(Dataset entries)

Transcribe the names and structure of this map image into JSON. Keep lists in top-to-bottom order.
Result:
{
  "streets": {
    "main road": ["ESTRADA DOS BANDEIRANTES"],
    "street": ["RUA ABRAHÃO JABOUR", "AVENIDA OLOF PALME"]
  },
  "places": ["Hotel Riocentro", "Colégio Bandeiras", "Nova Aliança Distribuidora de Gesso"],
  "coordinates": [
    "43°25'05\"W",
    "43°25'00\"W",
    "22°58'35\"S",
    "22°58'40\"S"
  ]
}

→ WHAT IS REQUIRED
Print all the data above word for word.

→ PROBLEM SOLUTION
Transcribe the names and structure of this map image into JSON. Keep lists in top-to-bottom order.
Result:
{
  "streets": {
    "main road": ["ESTRADA DOS BANDEIRANTES"],
    "street": ["RUA ABRAHÃO JABOUR", "AVENIDA OLOF PALME"]
  },
  "places": ["Hotel Riocentro", "Colégio Bandeiras", "Nova Aliança Distribuidora de Gesso"],
  "coordinates": [
    "43°25'05\"W",
    "43°25'00\"W",
    "22°58'35\"S",
    "22°58'40\"S"
  ]
}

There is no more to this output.